June 4: The first of multiple funeral services for Mr Floyd is held in Minneapolis.
June 5: Minneapolis bans chokeholds by police, the first of many changes to be announced in coming months, including an overhaul of the police department’s use-of-force policy.
June 6: Massive peaceful protests take place nationwide to demand police reform. Services are held for Mr Floyd in Raeford, North Carolina, near his birthplace.
June 7: A majority of Minneapolis City Council members say they support dismantling the police department. The idea later stalls but sparks a national debate over police reform.
June 8: Thousands pay their respects to Mr Floyd in Houston, where he grew up. He is buried the next day.
June 10: Mr Floyd’s brother testifies before the House Judiciary Committee for changes in holding police officers accountable.
June 16: Mr Trump signs an executive order to encourage better police practices and establish a database to track officers with a history of excessive use-of-force complaints.

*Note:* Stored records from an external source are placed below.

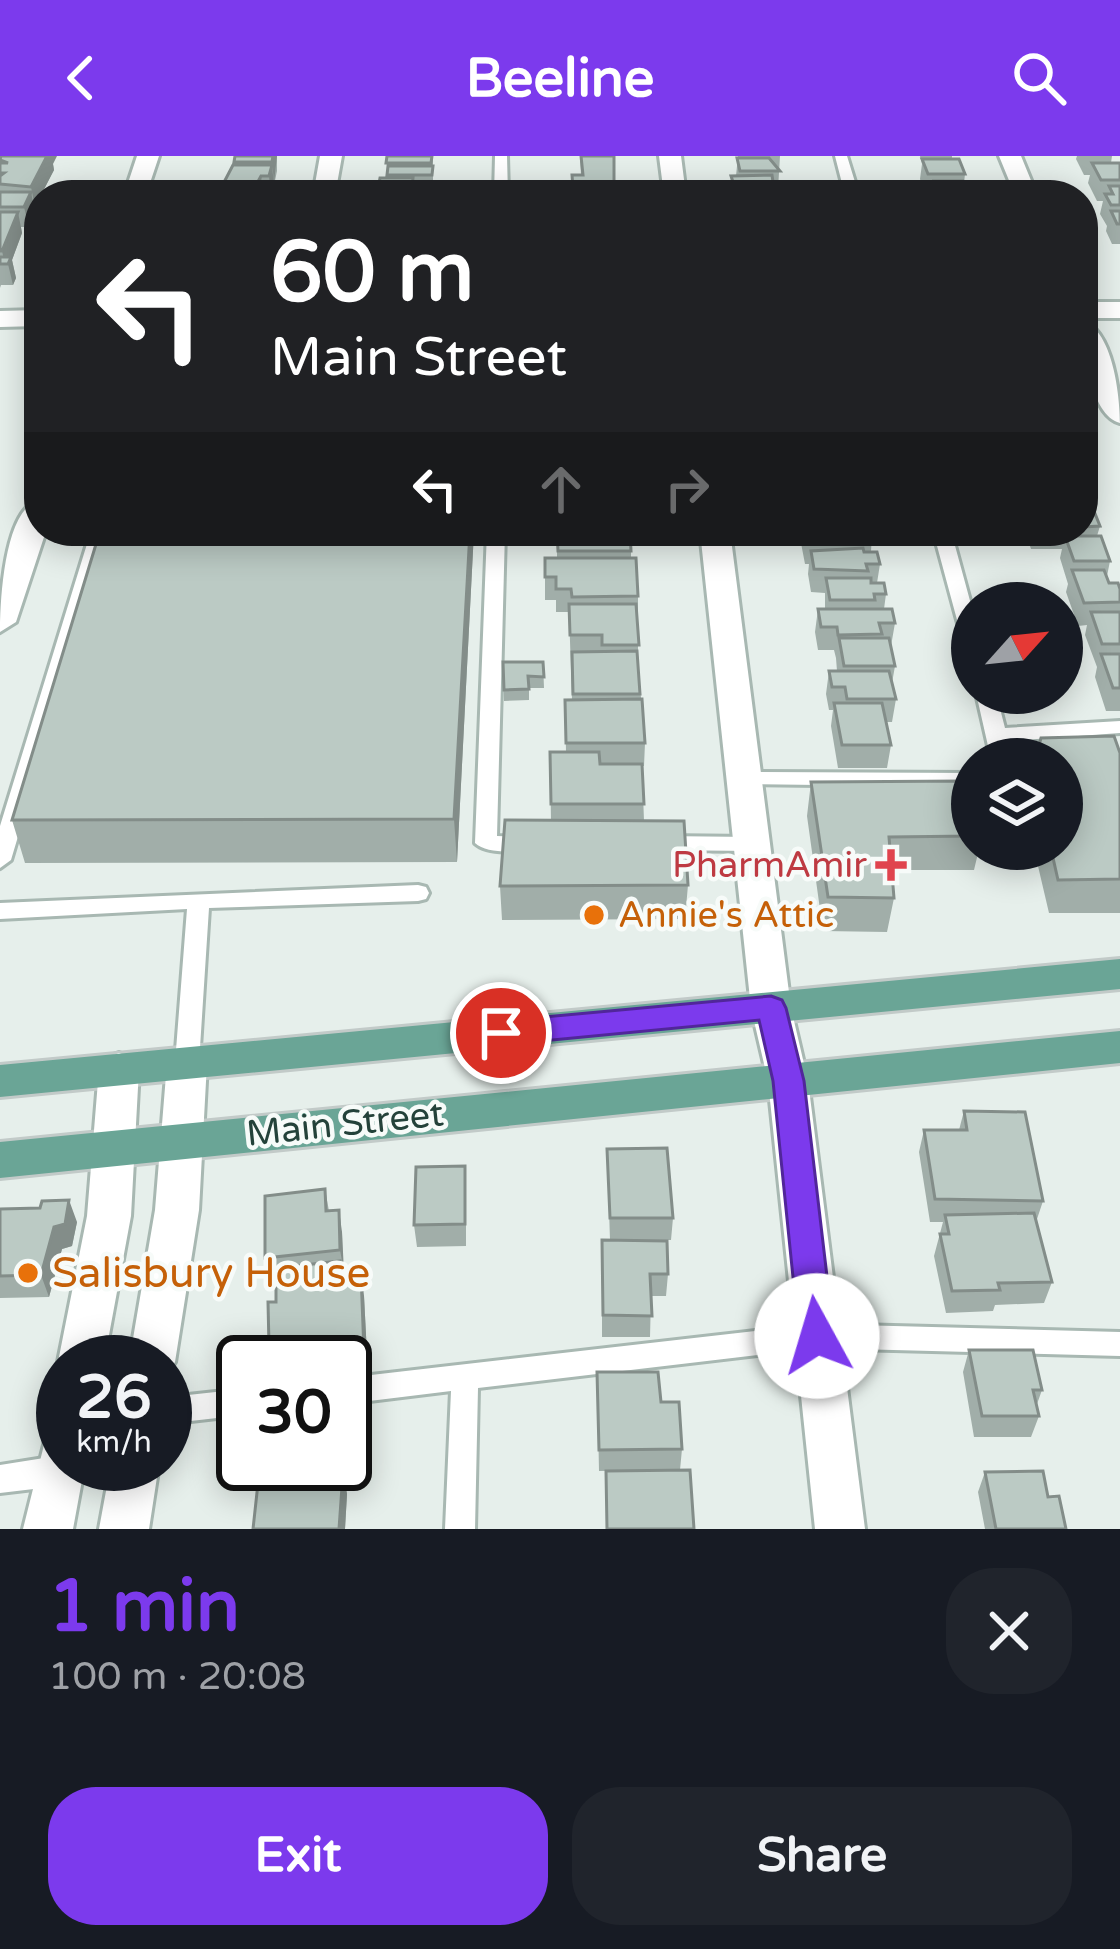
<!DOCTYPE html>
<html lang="en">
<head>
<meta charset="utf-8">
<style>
	body { margin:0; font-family:"Varela Round",sans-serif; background:#20242c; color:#f1f3f6; height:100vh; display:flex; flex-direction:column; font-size:45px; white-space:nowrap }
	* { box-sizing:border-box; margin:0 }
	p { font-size:39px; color:#9ea1a6 }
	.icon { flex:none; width:66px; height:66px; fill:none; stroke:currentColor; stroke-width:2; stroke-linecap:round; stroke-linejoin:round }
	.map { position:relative; height:1373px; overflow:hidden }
	.details { display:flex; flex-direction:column; background:#171b24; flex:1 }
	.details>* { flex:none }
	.top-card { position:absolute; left:24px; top:24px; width:1074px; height:366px; border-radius:48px; box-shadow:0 6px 30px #0003; background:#202124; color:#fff; overflow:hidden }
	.needle { width:78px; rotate:63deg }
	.tools { position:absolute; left:951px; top:426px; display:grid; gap:24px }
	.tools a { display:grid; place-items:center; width:132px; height:132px; border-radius:50%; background:#171b24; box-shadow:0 6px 30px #0003; font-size:60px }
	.speed { position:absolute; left:36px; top:1179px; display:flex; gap:24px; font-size:60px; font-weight:700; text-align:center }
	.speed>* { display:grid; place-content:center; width:156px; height:156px; border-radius:50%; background:#171b24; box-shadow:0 6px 30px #0003; line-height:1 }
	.speed small { font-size:30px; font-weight:400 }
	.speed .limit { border:6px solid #111; border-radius:18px; background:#fff; color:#111 }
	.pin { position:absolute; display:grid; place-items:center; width:102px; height:102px; color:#fff; margin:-51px; border:6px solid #fff; border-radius:50%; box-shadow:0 3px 12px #0007 }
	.me { position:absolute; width:132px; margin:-66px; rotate:354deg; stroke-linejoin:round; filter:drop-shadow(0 0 9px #0008) }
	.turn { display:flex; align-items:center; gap:42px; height:252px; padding:0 48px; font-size:54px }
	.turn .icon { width:156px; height:156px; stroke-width:2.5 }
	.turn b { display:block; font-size:84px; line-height:102px }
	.lanes { display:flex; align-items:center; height:114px; padding:0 48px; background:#0003; justify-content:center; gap:60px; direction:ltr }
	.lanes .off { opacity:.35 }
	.round { display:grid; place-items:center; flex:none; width:126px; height:126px; border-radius:48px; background:#20242c }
	.overview { display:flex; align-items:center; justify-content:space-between; height:204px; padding:0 48px }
	h1 { font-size:72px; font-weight:800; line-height:90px; color:#7c3aed }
	.cta { display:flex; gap:24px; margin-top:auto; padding:24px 48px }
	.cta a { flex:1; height:138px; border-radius:48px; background:#7c3aed; color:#fff; font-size:48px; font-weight:800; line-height:138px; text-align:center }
	.cta a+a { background:#20242c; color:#f1f3f6 }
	header { display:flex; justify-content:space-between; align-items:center; height:156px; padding:0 48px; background:#7c3aed; color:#fff; font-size:54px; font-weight:800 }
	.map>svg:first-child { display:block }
</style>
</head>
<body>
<header><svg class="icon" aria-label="back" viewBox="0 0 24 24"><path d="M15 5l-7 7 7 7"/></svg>Beeline<svg class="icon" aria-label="search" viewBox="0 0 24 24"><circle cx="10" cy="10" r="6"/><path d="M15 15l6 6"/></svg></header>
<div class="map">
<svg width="1120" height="1373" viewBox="0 0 1120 1373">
	<rect width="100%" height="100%" fill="#e6efeb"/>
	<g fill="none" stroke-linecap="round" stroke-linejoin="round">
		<!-- service casing -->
		<g stroke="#a8b8b2" stroke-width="6">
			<path id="service" d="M495 0H507L508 39H494Z
				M835 0H847L859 39H845Z
				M91 375H109L11 704 0 712V670Z
				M487 375H505L497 680 539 682 543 687 539 692C521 696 488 699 475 687Z
				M933 375H951L972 452V492L963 486Z
				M976 537H996L1005 572 1120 565V577L1008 585 1011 603H991Z
				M744 616 972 617V631L737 628 734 623Z
				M660 680 752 681 763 688 752 695 660 694 649 687Z
				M418 729 426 731 429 737 426 743 418 745 209 752 199 907 195 914 187 916 179 914 175 907 187 753 0 763V747Z
				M817 1168 1120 1176V1200L817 1192 478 1232 475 1373H445L451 1235 345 1248V1222Z
				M243 1233V1259L182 1266 165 1273V1246L179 1240Z
				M63 1299V1308H88L84 1318 59 1330 0 1337V1309Z"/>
		</g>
		<!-- minor casing -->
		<g stroke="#a8b8b2" stroke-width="6">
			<path id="minor" d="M137 0H159L146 39H124Z
				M320 0H342L335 39H313Z
				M659 0H681L686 39H664Z
				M999 0H1021L1037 39H1015Z
				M1083 146H1120V162H1083Z
				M39 154V170L0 171V155Z
				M1083 165C1113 175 1120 240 1120 267 1090 259 1083 192 1083 165Z
				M39 344V375H46L16 466 0 476C0 446 4 353 39 344Z
				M700 375H730L791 852 808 925 865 1373H815L768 925 751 852Z
				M187 891 201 896 207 907 199 1054 175 1206 165 1222V1206H129L155 1054 167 907 173 896Z
				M119 897 133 902 139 913 131 1060 104 1206H63V1217L58 1206 87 1060 99 913 105 902Z
				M63 1274V1308H85L73 1373H23L46 1281Z
				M111 1308H159L149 1373H99Z"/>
		</g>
		<!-- primary casing -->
		<g stroke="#c2cac8" stroke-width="6">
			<path id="primary" d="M1120 803V833L0 941V909Z
				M1120 875V907L0 1022V986Z"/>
		</g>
		<!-- service -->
		<use href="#service" fill="#fff" fill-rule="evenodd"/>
		<!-- minor -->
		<use href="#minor" fill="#fff" fill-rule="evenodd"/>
		<!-- primary -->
		<use href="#primary" fill="#6aa596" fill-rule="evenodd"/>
	</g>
	<!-- wall -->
	<path fill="#a1aea9" d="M235 0H277V15L272 39H215H220V34L234 9Z
		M387 0H433V39H379L378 33 387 22Z
		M580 0H614V37L615 39H572V19H581Z
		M738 0H780L778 33 789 39H730L731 20H736Z
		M920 0H952V3L965 18 964 27 968 39H925L920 23 922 8Z
		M1077 0H1112L1111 7H1120V88H1112L1106 75 1107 70 1100 58 1103 45H1097L1088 27 1090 19H1084L1076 3Z
		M0 2 53 8 54 14 41 39H39V43L34 51 35 56 29 71H21L22 77 12 104 16 122 13 129H1L0 132Z
		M1083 340 1100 370 1097 380 1110 405 1107 420 1109 427 1120 433V555H1106L1095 521 1097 511 1085 479 1087 469 1078 470 1066 436 1068 428 1060 402 1062 393H1031L1025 375H1083Z
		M474 375 457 706 25 707 12 664Z
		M549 375H631V402L638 440V508L645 587 644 610H642L644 665 688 729 685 763 502 764 500 730 551 665 550 596H566L565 544H572L569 456H556V444H545V402H557V377H549Z
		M803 375H872L871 396 880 408 877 427 886 438 884 453 895 467 891 490 895 510 892 527 896 543 892 566H886L891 589 887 612H838L831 570 833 554H829L826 538 829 515H837L836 502 834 494H818L815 476 818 453H825V437L811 436 808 418 809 408H805L801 387Z
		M503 506H543L544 532H529V544L504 545Z
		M1120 597V757H1049L1034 693H1062Z
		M811 626 972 647V693H979L974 714H891L894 742 887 776 823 775 807 660Z
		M964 955 1043 1045 1036 1066 1052 1126 1044 1147 995 1149 993 1155 946 1157 934 1100 943 1066H930L919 996 924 974H959Z
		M607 993 673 1062 671 1084H637L668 1118 666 1140H651L650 1181H602V1084H610Z
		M325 1033 329 1055 342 1076 343 1120 364 1140 368 1218 345 1220V1206H272L269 1190 276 1146V1123L270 1124 265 1102Z
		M466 1033V1090L417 1091 414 1069Z
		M0 1053 77 1066 72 1090 62 1093 49 1141 0 1142Z
		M969 1194 1042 1234 1037 1248 1039 1260 1031 1281H974L963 1216Z
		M597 1216 661 1246 682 1293 680 1314 599 1315Z
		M252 1308H333L332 1317H343L347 1338 345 1373H253L258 1324H256Z
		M985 1316 1048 1341 1066 1373H985L978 1336Z"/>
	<!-- shaded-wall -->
	<path fill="#838d89" d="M47 0H57L53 8 54 14 41 39H39L35 51 31 31Z
		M273 0H277L274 26 272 6Z
		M272 9 274 29 271 39 269 20Z
		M261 20 263 39H254V33Z
		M31 36 35 56 29 71 24 51Z
		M18 56 22 77 12 104 16 122 13 129 8 108H5L2 95Z
		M470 375H474L457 706 454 663Z
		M69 1044 77 1066 72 1090 62 1093 49 1141 41 1119 54 1071Z
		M339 1054 342 1076 344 1116 340 1094Z
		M361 1118 364 1140 368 1218 364 1196Z
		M343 1317 347 1338 345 1373H339Z"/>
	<!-- building -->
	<path fill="#bbcac4" stroke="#838d89" stroke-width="3" d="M1 0H47L31 31 0 28V20L4 17H0V7H8L0 4Z
		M235 0H273L272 6H234Z
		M387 0H432L431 7H386Z
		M581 0H614V28L573 32 572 19H583Z
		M737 2H769L780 15H740Z
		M922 3H959L965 18H928Z
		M1092 7H1120V24H1101Z
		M233 9H272L269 20H261L254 33 220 34Z
		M388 10H433L432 19H387Z
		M772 19 774 33H788L789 39H737L736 37H743L741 26H733L731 20Z
		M380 22H413L412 33H378Z
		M934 25H963L968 39H939Z
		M1109 30H1120V49H1111L1105 38H1113Z
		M577 34 615 38V39H577Z
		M0 36H31L24 51H0Z
		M256 36V39H215Z
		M1111 55H1120V68H1117Z
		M0 56H18L2 95H0Z
		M0 101H11L8 108H0Z
		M1083 340H1088L1100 370 1083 371Z
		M100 375H470L454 663 12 664Z
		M557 375H630L631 395H558Z
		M806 375H872L873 380H861L862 385H807Z
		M1065 380H1101L1110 405H1074Z
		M863 392 864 396H877L880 408H866L868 415 814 413 811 395Z
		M545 402H636L638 440 572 441 571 433H556V421H545Z
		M1072 414H1104L1109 427H1118L1120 433V446L1084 447Z
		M826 422H871V427H884L886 438H874L875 444H830Z
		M569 448H636L639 489H602V479H570Z
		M818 453H892L895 467H879L882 478 838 479 837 471H821Z
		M1091 456H1120V488H1102Z
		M839 482H889L895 510H844Z
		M637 495 640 538H573L572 496Z
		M1101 498H1120V532H1113Z
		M503 506H543L544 521 528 520 529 533 504 534Z
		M829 515H889L896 543H847L845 531H832Z
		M642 543 645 587H566L565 544Z
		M834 547H882L891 589H842Z
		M1114 580 1120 597V723L1058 724 1051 693H1062V603H1035L1041 582Z
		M550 596H599L600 608H642L644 648H551Z
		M965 625 972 647V680L889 681 894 742 828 741 811 626Z
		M505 664 684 665 688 729 500 730Z
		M964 955 1025 956 1043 1045 935 1043 924 974H967Z
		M667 992 673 1062H610L607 993Z
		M465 1010V1068L414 1069 416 1011Z
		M325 1033 326 1055 339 1054 340 1094 265 1102V1040Z
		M69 1044 65 1068 54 1071 41 1119 0 1120V1053L40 1052 42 1045Z
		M1034 1057 1052 1126 998 1127 1000 1134 952 1135 940 1078H949L945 1059Z
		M602 1084 667 1085 668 1118H650L652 1160 603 1159Z
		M340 1105 341 1120 361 1118 364 1196 316 1201V1186L269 1190 268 1146H276V1112Z
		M969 1194H1033L1042 1234H1033L1039 1260H982Z
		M597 1216H658L661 1246H679L682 1293 599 1294Z
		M690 1314 694 1373H607L606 1315Z
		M1043 1315 1048 1341 1059 1340 1066 1373H996L985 1316Z
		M343 1317 339 1373H253L259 1318Z"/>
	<!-- route -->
	<path fill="#7c3aed" stroke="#51269a" stroke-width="3" d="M771 840 782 844 786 852 804 925 834 1180 829 1191 817 1196 804 1191 799 1180 773 925 759 864 501 889 491 886 486 877 491 869 501 865Z"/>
	<!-- markers -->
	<path fill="#e0444e" stroke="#f7fbf9" stroke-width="4.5" d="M885 691h12v12h12v12h-12v12h-12v-12h-12v-12h12z"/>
	<g fill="#e8710a" stroke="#f7fbf9" stroke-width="4.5">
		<circle cx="594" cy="759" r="12"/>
		<circle cx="28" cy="1117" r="12"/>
	</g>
	<g text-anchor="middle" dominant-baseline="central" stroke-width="9" stroke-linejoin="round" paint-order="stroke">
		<!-- health labels -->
		<g font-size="36" fill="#be3a42" stroke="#f7fbf9" text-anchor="end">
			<text x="867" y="709">PharmAmir</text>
		</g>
		<!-- food labels -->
		<g font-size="36" fill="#c56008" stroke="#f7fbf9" text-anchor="start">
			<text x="618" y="759">Annie's Attic</text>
		</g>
		<!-- street labels -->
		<g font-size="36" fill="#24423a" stroke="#f7fbf9">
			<text transform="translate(345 968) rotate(-6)">Main Street</text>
		</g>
		<!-- near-food labels -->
		<g font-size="42" fill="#c56008" stroke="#f7fbf9" text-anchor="start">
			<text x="52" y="1117">Salisbury House</text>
		</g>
	</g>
</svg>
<div class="tools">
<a><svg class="needle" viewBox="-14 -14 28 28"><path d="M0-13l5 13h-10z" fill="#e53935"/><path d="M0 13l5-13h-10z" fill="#9ea1a6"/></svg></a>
<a><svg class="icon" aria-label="layers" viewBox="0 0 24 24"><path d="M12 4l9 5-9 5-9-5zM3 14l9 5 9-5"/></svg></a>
</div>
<div class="speed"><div>26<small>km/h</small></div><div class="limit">30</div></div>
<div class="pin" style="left:501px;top:877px;background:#d93025"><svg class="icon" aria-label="arrive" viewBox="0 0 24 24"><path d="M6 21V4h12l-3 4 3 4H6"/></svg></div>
<svg class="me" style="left:817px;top:1180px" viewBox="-20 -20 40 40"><circle r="19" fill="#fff"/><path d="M0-13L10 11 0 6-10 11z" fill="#7c3aed"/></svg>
<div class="top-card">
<div class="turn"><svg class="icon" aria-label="left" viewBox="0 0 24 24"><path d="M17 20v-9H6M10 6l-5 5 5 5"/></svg><div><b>60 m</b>Main Street</div></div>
<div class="lanes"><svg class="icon" aria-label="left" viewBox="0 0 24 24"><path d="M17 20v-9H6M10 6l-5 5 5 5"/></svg><svg class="icon off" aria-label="ahead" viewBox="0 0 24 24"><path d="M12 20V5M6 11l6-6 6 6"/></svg><svg class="icon off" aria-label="right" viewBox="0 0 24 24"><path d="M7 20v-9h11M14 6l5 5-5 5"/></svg></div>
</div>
</div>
<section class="details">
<div class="overview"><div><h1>1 min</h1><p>100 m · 20:08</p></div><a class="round"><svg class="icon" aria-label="close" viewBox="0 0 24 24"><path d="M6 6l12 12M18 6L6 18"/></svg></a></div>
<div class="cta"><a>Exit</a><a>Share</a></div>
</section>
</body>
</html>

July 15: Mr Floyd’s family sues Minneapolis and the four former officers.
July 21: The Minnesota Legislature passes a broad slate of police accountability measures that includes bans on neck restraints, chokeholds and so-called warrior-style training.
October 7: Chauvin posts one million dollar (£720,000) bail and is released from prison, sparking more protests.
November 5: Judge Peter Cahill rejects defence requests to move the officers’ trials, and takes the rare step of allowing cameras in a Minnesota courtroom, citing the coronavirus pandemic.
January 12, 2021: Judge Cahill rules Chauvin will be tried alone due to courtroom capacity issues. The other officers will be tried in August.
February 12: City leaders say George Floyd Square, the intersection blocked by barricades since Mr Floyd’s death, will reopen to traffic after Chauvin’s trial.
March 11: Jury selection for Chauvin's trial begins. The courts carry out a long and careful selection process due to the sensitivity and significance of the case. Those chosen are to be questioned for more than two weeks and almost all of them say they have seen at least parts of the infamous footage with several acknowledging it has given them at least a somewhat negative view of Chauvin. However, they say they can set that aside.
March 12: The city of Minneapolis agrees to pay $27 million to settle a civil lawsuit from Mr Floyd's family.
March 29: Chauvin’s trial begins in Minneapolis. He faces third-degree murder and second-degree murder and manslaughter charges.
April 19: After a three-week trial, in which the court hears evidence from 45 witnesses and watches hours of footage filmed by bystanders, the jury retires to consider its verdict.
April 20: The jury finds Chauvin guilty on all three charges of killing Mr Floyd.